The U.S. Supreme Court is busy with an unusually large number of employment cases this term, and today the Court issued its opinion in one closely watched case. By many accounts, the decision is somewhat of a letdown for employment attorneys because the Supreme Court did not really decide much of anything, and certainly did not change the law or the way that employment discrimination cases will be litigated.
The case is Sprint/United Management v. Mendelsohn. A copy of the opinion is published here.

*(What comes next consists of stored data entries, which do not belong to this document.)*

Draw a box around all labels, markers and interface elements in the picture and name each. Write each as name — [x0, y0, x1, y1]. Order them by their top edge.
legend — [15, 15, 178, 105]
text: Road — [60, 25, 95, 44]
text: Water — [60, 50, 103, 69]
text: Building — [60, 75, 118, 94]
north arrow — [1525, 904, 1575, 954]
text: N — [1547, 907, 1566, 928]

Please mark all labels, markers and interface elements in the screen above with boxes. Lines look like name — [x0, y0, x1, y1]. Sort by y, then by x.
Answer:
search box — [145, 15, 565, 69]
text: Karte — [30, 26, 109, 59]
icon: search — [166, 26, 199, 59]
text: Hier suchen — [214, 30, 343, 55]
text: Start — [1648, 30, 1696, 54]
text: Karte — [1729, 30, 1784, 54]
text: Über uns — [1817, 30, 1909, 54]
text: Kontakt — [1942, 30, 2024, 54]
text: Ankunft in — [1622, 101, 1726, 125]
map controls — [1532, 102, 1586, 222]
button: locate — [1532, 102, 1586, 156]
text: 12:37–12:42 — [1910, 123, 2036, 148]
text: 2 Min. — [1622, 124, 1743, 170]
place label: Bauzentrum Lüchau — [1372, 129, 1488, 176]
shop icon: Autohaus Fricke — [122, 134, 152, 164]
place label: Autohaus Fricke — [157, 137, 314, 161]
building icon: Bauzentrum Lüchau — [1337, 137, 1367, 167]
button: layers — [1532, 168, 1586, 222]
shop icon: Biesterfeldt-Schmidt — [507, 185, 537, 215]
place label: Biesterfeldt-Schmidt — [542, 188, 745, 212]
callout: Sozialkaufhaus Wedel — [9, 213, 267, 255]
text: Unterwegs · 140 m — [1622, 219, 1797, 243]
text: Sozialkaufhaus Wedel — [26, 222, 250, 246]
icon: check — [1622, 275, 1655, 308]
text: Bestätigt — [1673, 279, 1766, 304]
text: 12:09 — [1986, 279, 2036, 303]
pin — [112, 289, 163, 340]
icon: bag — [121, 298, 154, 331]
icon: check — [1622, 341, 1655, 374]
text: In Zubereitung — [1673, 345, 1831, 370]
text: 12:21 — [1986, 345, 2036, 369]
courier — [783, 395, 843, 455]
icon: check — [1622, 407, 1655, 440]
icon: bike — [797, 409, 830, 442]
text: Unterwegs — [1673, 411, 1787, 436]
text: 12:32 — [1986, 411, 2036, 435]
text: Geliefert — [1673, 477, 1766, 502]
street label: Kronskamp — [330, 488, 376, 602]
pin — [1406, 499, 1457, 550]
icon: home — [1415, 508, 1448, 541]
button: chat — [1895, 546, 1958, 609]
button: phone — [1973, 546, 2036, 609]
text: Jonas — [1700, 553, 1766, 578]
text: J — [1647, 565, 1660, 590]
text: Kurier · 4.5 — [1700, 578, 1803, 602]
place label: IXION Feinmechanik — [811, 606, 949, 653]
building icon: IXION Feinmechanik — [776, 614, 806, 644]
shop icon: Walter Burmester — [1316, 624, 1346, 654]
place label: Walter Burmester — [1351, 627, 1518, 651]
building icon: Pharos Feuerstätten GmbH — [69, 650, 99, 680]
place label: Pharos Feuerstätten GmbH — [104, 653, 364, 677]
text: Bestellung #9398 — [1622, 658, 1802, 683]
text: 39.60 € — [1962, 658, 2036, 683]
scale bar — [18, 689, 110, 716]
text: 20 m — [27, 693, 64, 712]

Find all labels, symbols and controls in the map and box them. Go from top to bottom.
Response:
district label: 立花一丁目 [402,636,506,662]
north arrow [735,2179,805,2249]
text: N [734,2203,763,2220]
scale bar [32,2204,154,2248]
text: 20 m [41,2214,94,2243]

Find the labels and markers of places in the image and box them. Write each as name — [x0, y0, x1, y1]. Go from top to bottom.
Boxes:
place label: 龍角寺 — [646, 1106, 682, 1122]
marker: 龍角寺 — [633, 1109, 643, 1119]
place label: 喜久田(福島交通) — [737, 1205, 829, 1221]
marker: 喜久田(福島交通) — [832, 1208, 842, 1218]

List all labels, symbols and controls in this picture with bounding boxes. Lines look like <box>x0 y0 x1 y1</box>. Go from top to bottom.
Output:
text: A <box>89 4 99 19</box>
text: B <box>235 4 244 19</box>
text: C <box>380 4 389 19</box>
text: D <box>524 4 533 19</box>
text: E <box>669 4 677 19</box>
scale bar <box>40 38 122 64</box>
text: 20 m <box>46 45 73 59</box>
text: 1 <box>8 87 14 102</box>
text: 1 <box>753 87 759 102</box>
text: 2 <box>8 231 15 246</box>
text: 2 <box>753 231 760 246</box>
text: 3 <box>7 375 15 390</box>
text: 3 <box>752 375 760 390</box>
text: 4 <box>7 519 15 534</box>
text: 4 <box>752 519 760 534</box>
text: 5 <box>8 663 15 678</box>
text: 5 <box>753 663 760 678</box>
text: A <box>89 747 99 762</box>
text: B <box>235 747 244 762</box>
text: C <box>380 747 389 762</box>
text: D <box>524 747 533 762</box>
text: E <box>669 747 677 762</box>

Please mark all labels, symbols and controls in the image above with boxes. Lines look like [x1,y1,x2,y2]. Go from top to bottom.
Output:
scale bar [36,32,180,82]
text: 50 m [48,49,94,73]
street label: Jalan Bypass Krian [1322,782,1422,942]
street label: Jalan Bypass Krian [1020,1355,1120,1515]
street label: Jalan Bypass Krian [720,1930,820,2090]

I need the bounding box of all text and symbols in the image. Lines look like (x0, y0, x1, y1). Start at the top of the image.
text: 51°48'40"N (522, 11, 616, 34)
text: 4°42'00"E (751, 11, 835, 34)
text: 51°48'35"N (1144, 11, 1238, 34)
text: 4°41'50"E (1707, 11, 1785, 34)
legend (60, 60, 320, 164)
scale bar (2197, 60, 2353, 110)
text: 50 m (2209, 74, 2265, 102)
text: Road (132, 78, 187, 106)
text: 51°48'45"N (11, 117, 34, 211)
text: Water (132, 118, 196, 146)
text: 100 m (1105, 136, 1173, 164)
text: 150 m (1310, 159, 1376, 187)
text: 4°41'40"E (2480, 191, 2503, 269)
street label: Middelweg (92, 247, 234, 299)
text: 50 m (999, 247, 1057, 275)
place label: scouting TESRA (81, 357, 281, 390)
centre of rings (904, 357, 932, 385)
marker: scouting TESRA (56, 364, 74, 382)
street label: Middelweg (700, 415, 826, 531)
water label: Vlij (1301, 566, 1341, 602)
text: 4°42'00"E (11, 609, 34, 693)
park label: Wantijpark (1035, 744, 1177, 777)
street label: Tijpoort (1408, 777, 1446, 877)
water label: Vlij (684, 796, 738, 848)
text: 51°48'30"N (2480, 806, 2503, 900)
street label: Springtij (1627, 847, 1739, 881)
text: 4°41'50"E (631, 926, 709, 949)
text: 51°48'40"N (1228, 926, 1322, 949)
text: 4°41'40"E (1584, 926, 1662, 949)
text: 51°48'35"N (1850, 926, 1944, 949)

The case had been hyped as one in which the Supreme Court would weigh in on the use of so-called “me too” evidence in employment discrimination cases. “Me-too” evidence consists of testimony by co-workers who allege that they, too, were discriminated against. Plaintiffs suing for employment discrimination must prove discriminatory motive in the employer’s decision, whether in hiring, promotion, termination, etc. Plaintiffs frequently will try to prove discriminatory motive by offering the testimony of other employees who believe they were discriminated against, sometimes in different work groups by different supervisors, while employers routinely argue that such evidence is not relevant or that it is remote and unfair for the jury to hear. In this particular case, the plaintiff Ellen Mendelsohn wanted to support her age discrimination claim by introducing testimony from five employees who believed they were discriminated against based on age. The trial court judge would not allow the other employees to testify because their experiences with different supervisors were not relevant, but the 10th Circuit Court of Appeals disagreed and reversed.
Justice Thomas writing for a unanimous Supreme Court held that evidentiary rulings should be made by the trial courts who can consider all the facts and the particular relevance of the evidence and not by the court of appeals. As stated in the opinion, “Relevance and prejudice under Rules 401 and 403 are determined in the context of the facts and arguments in a particular case, and thus are generally not amenable to broad per se rules.” The bottom line is that the decision does not change the law. Trial courts have always addressed the relevance and unfair prejudice of such evidence on a case by case basis and that is what will continue under the Supreme Court’s ruling today.